If you are reading this article then I will presume your oil-fired Aga has been repeatedly sooting up. We will get into the main reasons why your Aga might be sooting up. But first.
What is an oil-fired Aga?
An Aga is a traditional heat storage cooker, heated by a single vaporising oil burner. The Aga is designed to be on and up to temperature at all times.
How does an Oil fired Aga work?
The burner in an oil Aga is a 6-inch pot burner with a well in the middle. The well in the middle feeds into an inner and outer Channel and there are four perforated steel shells. There is a plug or a lid for the centre well and then there is a lid that fits the top of the shells. In the channels there sits the Wicks. The wicks are there to absorb the oil so when you first light the Aga its just the oil-soaked wicks that are burning. Once the burner reaches 400*C the oil entering the burner will start to vaporise and it is these vapours that burn.
The Aga has two settings.

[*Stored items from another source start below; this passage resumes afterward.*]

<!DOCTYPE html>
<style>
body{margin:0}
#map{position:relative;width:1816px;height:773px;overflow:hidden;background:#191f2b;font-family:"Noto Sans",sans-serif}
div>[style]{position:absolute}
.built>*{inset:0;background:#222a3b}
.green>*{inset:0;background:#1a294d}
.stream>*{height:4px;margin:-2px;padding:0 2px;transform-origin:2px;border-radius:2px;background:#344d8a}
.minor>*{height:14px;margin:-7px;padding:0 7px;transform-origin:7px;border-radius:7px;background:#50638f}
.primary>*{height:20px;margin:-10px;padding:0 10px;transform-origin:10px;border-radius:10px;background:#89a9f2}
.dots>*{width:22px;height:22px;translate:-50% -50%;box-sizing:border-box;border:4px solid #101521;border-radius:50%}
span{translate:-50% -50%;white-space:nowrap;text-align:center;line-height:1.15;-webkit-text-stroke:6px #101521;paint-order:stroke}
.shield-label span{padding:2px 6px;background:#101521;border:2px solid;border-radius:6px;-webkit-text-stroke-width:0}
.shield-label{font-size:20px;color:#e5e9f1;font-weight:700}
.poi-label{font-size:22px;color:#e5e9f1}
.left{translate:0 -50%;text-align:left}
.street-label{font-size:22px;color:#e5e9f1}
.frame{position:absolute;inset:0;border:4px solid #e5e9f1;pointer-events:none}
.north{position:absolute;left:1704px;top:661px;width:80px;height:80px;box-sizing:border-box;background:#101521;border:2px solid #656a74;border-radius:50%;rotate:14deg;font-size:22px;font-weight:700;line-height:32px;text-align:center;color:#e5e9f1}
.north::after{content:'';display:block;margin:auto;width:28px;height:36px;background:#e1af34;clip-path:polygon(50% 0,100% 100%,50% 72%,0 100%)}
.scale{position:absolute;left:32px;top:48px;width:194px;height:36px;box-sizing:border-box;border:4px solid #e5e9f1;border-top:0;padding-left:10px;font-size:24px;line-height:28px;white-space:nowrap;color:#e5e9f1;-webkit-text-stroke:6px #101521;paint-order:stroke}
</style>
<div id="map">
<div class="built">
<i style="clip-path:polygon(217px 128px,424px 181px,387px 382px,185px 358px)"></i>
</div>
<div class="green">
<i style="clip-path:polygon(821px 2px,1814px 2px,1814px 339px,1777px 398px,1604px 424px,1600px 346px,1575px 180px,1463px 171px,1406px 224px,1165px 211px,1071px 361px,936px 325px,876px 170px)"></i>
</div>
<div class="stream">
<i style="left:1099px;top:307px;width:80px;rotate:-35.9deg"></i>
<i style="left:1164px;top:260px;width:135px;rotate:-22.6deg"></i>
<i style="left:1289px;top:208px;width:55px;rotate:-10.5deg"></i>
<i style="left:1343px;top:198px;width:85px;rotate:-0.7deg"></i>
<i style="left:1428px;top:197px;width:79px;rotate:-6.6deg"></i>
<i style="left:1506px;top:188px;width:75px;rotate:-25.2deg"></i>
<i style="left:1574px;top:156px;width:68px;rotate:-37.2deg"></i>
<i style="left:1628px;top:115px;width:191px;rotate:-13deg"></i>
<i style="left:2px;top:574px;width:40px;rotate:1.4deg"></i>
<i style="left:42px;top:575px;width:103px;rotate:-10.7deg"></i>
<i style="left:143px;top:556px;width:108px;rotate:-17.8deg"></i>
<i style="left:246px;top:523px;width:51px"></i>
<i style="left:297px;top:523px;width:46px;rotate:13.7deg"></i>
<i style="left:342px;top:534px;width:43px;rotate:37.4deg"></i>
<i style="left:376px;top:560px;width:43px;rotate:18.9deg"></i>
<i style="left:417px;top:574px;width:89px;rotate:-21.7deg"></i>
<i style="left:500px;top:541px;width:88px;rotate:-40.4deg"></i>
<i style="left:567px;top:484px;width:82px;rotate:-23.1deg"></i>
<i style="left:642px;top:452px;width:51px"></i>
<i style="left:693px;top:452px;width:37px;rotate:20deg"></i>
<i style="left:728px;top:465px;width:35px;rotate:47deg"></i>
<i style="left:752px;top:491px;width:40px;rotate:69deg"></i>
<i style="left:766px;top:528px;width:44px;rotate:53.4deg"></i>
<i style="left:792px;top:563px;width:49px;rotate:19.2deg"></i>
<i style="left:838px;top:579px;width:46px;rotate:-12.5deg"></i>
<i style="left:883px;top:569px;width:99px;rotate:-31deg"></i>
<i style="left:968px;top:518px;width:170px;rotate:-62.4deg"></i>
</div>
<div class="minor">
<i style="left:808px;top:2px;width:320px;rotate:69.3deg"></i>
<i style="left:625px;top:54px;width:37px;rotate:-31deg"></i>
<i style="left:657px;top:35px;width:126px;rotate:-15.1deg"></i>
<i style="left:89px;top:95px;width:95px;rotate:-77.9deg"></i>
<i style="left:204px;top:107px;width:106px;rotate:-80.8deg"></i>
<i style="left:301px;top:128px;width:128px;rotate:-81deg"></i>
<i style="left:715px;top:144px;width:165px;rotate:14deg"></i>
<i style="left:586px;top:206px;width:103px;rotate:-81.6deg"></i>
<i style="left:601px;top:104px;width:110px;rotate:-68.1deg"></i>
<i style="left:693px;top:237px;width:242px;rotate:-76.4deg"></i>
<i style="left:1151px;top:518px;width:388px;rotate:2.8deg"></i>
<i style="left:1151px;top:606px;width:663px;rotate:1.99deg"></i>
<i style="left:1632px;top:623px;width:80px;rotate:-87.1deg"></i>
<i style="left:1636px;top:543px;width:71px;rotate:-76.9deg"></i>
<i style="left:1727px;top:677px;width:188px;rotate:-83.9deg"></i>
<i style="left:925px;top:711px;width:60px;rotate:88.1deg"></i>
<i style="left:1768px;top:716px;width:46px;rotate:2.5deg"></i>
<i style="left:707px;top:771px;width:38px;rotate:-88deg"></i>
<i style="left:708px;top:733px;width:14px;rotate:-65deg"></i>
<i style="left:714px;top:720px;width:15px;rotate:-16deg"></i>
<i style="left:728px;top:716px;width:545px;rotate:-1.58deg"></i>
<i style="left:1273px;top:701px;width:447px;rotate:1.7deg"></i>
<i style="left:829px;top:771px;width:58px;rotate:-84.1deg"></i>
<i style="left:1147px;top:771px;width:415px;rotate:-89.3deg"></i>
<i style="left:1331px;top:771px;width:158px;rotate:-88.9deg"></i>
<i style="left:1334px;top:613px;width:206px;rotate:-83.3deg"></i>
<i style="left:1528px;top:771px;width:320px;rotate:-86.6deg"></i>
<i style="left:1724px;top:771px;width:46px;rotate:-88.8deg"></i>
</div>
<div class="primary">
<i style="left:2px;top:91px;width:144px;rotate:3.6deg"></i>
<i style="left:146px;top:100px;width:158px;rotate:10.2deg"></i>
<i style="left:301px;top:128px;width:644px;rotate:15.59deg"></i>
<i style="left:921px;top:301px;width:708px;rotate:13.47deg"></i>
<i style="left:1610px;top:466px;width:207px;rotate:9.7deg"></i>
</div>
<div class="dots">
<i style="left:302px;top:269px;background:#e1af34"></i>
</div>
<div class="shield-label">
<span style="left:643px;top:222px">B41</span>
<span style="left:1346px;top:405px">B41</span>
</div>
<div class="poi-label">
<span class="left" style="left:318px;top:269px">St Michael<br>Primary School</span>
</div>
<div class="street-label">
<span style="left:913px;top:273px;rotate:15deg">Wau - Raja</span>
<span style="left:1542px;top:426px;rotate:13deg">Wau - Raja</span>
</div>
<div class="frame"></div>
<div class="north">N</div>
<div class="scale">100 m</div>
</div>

High fire and low fire. These are set to the manufacturer’s instructions. And are measured in cubic centilitres per minute.

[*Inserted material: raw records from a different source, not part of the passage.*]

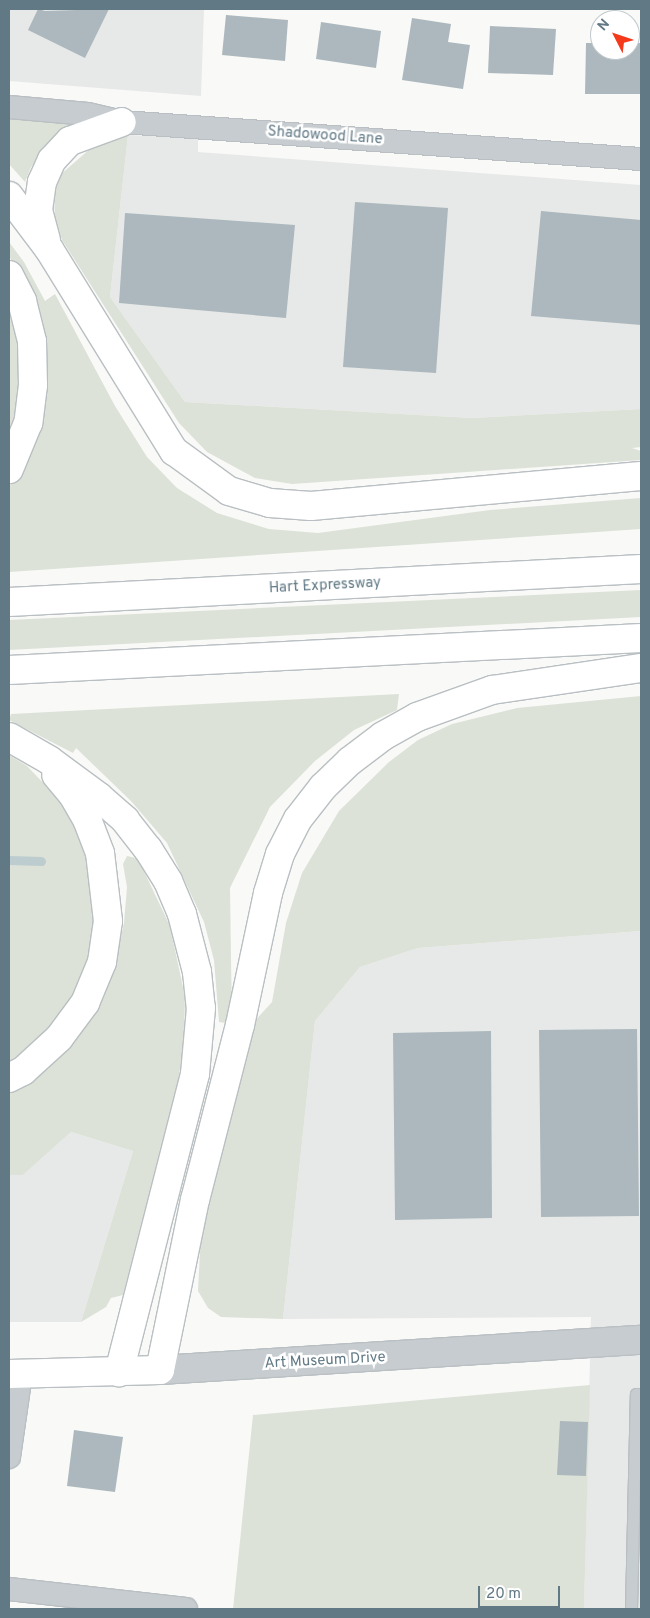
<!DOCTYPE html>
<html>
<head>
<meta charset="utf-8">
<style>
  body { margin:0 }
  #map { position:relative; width:650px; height:1618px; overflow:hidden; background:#f9f9f7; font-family:Overpass,sans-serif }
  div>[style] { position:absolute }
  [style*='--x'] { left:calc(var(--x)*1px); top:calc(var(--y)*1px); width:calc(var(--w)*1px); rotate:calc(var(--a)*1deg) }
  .built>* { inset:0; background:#e7e9e8 }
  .green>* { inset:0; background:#dce2d7 }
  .stream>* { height:9px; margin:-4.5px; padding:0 4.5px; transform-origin:4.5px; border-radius:4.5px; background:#bdcccf }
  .building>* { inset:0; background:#acb8bd }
  .roads { filter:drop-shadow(1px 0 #b9bfc2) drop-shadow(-1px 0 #b9bfc2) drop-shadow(0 1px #b9bfc2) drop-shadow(0 -1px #b9bfc2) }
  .service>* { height:11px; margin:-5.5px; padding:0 5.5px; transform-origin:5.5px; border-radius:5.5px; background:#c6cccf }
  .minor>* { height:22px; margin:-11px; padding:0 11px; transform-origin:11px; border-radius:11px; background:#c6cccf }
  .tertiary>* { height:28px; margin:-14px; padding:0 14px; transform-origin:14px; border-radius:14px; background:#c6cccf }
  .primary>* { height:28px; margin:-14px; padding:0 14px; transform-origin:14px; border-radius:14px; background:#fff }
  .motorway>* { height:28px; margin:-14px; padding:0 14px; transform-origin:14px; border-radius:14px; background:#fff }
  span { translate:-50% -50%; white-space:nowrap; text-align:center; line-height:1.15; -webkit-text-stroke:5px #fff; paint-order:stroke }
  .street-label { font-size:15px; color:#617985 }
  .frame { position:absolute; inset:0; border:10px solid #617985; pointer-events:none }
  .north { position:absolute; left:590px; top:10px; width:50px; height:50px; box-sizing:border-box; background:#fff; border:1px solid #c0c9ce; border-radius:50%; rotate:311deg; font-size:14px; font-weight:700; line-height:20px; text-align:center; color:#617985 }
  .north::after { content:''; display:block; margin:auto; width:18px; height:22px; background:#f53a1b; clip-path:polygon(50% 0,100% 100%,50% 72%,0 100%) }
  .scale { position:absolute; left:478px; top:1586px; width:82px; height:22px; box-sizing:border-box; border:2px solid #617985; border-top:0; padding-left:6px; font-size:15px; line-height:18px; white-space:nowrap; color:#617985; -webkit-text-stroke:4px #fff; paint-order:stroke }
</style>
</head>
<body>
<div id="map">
  <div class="built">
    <div style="clip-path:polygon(9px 9px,204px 9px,201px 96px,9px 81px)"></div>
    <div style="clip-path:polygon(128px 135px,198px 138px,198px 152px,641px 185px,641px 409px,472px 418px,185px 402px,110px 297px)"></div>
    <div style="clip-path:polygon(641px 931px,641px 1609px,584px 1609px,591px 1317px,283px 1319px,315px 1021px,360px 967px,418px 948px)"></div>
    <div style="clip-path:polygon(71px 1132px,133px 1151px,81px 1322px,9px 1322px,9px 1175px,23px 1175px)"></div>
  </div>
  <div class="green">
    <div style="clip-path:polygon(9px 116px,80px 123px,43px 153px,31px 167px,25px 182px,9px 164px)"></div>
    <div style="clip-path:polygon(128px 135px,110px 297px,185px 402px,472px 418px,641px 409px,641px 447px,632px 448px,641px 451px,641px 460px,292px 484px,255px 478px,207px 452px,179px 423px,62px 240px,55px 217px,54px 197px,60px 175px,91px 148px)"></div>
    <div style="clip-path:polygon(9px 242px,24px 262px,45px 301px,55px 294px,115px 406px,147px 457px,177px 488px,217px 513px,269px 529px,318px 533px,490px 510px,641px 498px,641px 529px,9px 572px,9px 487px,18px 475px,33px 303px,9px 256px)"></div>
    <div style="clip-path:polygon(9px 308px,20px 353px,20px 390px,14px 425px,9px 436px)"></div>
    <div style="clip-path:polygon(641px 590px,641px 617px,9px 650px,9px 620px)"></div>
    <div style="clip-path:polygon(399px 694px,397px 710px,354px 730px,315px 761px,270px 807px,230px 888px,232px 1024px,219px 1022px,214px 960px,204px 922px,167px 843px,131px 801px,76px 748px,73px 753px,9px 720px,11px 714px)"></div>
    <div style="clip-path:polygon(641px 696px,641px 931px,418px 948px,360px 967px,315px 1021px,283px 1319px,221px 1317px,208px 1308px,198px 1291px,201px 1233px,252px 1024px,272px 1002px,286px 923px,302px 873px,339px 811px,389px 762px,418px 740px,452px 724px,517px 708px)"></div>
    <div style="clip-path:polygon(9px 755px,27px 766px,53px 793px,75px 825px,88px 861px,95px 900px,93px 940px,82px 977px,65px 1010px,43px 1036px,9px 1062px)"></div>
    <div style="clip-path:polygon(127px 856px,136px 858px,140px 863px,170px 926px,185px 997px,184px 1043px,178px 1081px,123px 1295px,111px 1298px,106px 1307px,81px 1322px,133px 1151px,71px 1132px,23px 1175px,9px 1175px,9px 1090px,115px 962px,124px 923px,127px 887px,123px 864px)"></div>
    <div style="clip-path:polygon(590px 1385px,584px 1609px,233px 1609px,253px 1415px)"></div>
  </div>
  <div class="stream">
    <div style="--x:9;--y:860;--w:32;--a:2"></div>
  </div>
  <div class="building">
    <div style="clip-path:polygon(38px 9px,45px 11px,109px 9px,85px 58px,28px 30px)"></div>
    <div style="clip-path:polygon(226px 15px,288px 20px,285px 61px,222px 55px)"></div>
    <div style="clip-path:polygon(412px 18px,451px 24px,448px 42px,470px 45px,463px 89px,402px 80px)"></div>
    <div style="clip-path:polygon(321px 22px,381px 31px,376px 68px,316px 59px)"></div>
    <div style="clip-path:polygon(490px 26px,556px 29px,553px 75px,488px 73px)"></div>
    <div style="clip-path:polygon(586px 43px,600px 43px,600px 50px,630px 50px,630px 43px,641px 43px,641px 94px,585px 94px)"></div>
    <div style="clip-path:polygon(355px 202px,448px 208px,436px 373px,343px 367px)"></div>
    <div style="clip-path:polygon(541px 211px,641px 220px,641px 325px,531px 316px)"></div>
    <div style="clip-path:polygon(125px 213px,295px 225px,286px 318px,119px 303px)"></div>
    <div style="clip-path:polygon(637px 1029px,639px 1216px,541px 1217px,539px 1030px)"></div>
    <div style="clip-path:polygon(491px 1031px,492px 1218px,395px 1220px,393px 1033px)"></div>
    <div style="clip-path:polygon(560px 1421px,588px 1422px,586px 1476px,557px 1475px)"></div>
    <div style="clip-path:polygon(74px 1430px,123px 1437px,115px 1492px,67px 1486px)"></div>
  </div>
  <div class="roads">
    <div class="service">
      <div style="--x:631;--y:1609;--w:215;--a:-88.7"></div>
      <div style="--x:636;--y:1394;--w:5;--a:0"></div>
    </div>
    <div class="minor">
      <div style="--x:9;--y:107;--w:79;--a:5.1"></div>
      <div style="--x:88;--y:114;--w:35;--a:13"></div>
      <div style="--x:122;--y:122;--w:520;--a:4.08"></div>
      <div style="--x:9;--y:1457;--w:84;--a:-81.8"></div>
      <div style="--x:9;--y:1589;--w:178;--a:6.4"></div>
    </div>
    <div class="tertiary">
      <div style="--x:160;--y:1370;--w:482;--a:-3.6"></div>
    </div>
    <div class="primary">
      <div style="--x:9;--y:1374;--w:151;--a:-1.5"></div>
    </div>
    <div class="motorway">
      <div style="--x:9;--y:196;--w:66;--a:53"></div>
      <div style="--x:49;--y:249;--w:238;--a:58.3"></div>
      <div style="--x:174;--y:451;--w:68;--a:36"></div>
      <div style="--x:229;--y:491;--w:43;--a:16.3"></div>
      <div style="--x:270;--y:503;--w:41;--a:4.2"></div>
      <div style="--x:311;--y:506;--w:331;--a:-5.2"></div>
      <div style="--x:46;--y:240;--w:31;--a:-105"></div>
      <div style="--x:38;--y:210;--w:28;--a:-82"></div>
      <div style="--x:42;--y:182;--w:24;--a:-66"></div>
      <div style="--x:52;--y:160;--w:26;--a:-47"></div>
      <div style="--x:70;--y:141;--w:55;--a:-20.1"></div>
      <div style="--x:9;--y:275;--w:29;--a:63"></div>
      <div style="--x:22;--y:301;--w:41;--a:76"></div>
      <div style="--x:32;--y:341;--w:44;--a:88.7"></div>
      <div style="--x:33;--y:385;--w:38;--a:97"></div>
      <div style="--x:28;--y:423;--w:50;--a:112.4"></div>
      <div style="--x:9;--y:602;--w:633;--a:-2.99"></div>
      <div style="--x:9;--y:670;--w:633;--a:-2.9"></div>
      <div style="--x:9;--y:737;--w:46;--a:29.9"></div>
      <div style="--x:49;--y:760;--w:62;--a:36.5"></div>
      <div style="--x:99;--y:797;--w:35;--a:41"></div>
      <div style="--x:125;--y:820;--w:37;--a:52"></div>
      <div style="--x:148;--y:849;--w:38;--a:58"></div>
      <div style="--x:168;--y:881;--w:36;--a:67"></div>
      <div style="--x:182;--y:914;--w:60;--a:75.5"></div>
      <div style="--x:197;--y:972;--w:36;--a:84"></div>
      <div style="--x:201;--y:1008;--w:66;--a:95.2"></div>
      <div style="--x:195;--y:1074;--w:308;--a:104.3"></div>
      <div style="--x:9;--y:1078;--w:16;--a:-27"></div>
      <div style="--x:23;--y:1071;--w:49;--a:-42.5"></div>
      <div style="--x:59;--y:1038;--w:44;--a:-53.4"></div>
      <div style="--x:85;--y:1003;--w:44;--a:-67.5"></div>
      <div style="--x:102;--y:962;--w:41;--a:-81.7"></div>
      <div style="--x:108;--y:921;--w:68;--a:-96.7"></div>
      <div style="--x:100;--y:853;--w:34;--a:-111"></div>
      <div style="--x:88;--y:821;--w:30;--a:-120"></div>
      <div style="--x:73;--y:795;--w:26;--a:-130"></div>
      <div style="--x:160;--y:1370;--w:174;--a:-78.4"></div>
      <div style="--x:195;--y:1200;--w:181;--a:-75.6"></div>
      <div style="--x:240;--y:1025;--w:135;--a:-78"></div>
      <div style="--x:268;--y:893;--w:41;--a:-72.9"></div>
      <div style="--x:280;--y:854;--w:39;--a:-63"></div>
      <div style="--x:298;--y:819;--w:41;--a:-52"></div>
      <div style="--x:323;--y:787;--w:37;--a:-44"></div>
      <div style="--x:350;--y:761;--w:41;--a:-37.1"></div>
      <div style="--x:383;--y:736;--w:39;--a:-29"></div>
      <div style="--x:417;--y:717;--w:80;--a:-19.8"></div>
      <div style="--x:492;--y:690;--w:151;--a:-8.4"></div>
    </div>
  </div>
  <div class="street-label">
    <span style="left:325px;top:136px;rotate:4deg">Shadowood Lane</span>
    <span style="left:325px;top:586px;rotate:-3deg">Hart Expressway</span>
    <span style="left:325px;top:1361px;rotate:-3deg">Art Museum Drive</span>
  </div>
  <div class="frame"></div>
  <div class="north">N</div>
  <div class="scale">20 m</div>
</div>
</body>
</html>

When everything is set up as it should be. The high fire should give you a nice clean blue cone visible above the lid of the shells. The low fire should be glowing incandescently and burning around 2/3 of the way up the shells.
Why is my oil Aga sooting up?
OK so lets now take a look at the main reasons why your Aga is sooting up.
The first cause of sooting with your oil Aga is due to the wind or chimney downdraught.
When the wind is blowing in a certain direction across the terminal of your chimney or flue. It can have the same effect as putting a cap on the chimney pot. Meaning the products of combustion are unable to escape and back up in the chimney, causing incomplete combustion. In turn, causing your aga to soot up.
Another reason your Aga will soot up is if it hasn’t been set up correctly.
An oil-fired Aga can be a delicate beast but once tamed should be as reliable as clockwork. If we take on a new oil Aga that has a history of being problematic, then we will only advise that we recommission the Aga. This means that we set it up as if it were a brand new install.
We do this by making sure the burner is clear of carbon and is
level in the combustion chamber. Then we check the oil control valve is operating correctly with a good flow of oil into the valve. Once this has been established we make sure the oil depth is set to 6mm in the burner. Then the high and low fire flow rates are set. The Aga is then lit and allowed to reach the point it begins to vaporise. We then tweak the high and low fire by eye to give us the perfect flame picture. The last thing to check is that the electric head (square box onto of the control valve) is operating correctly.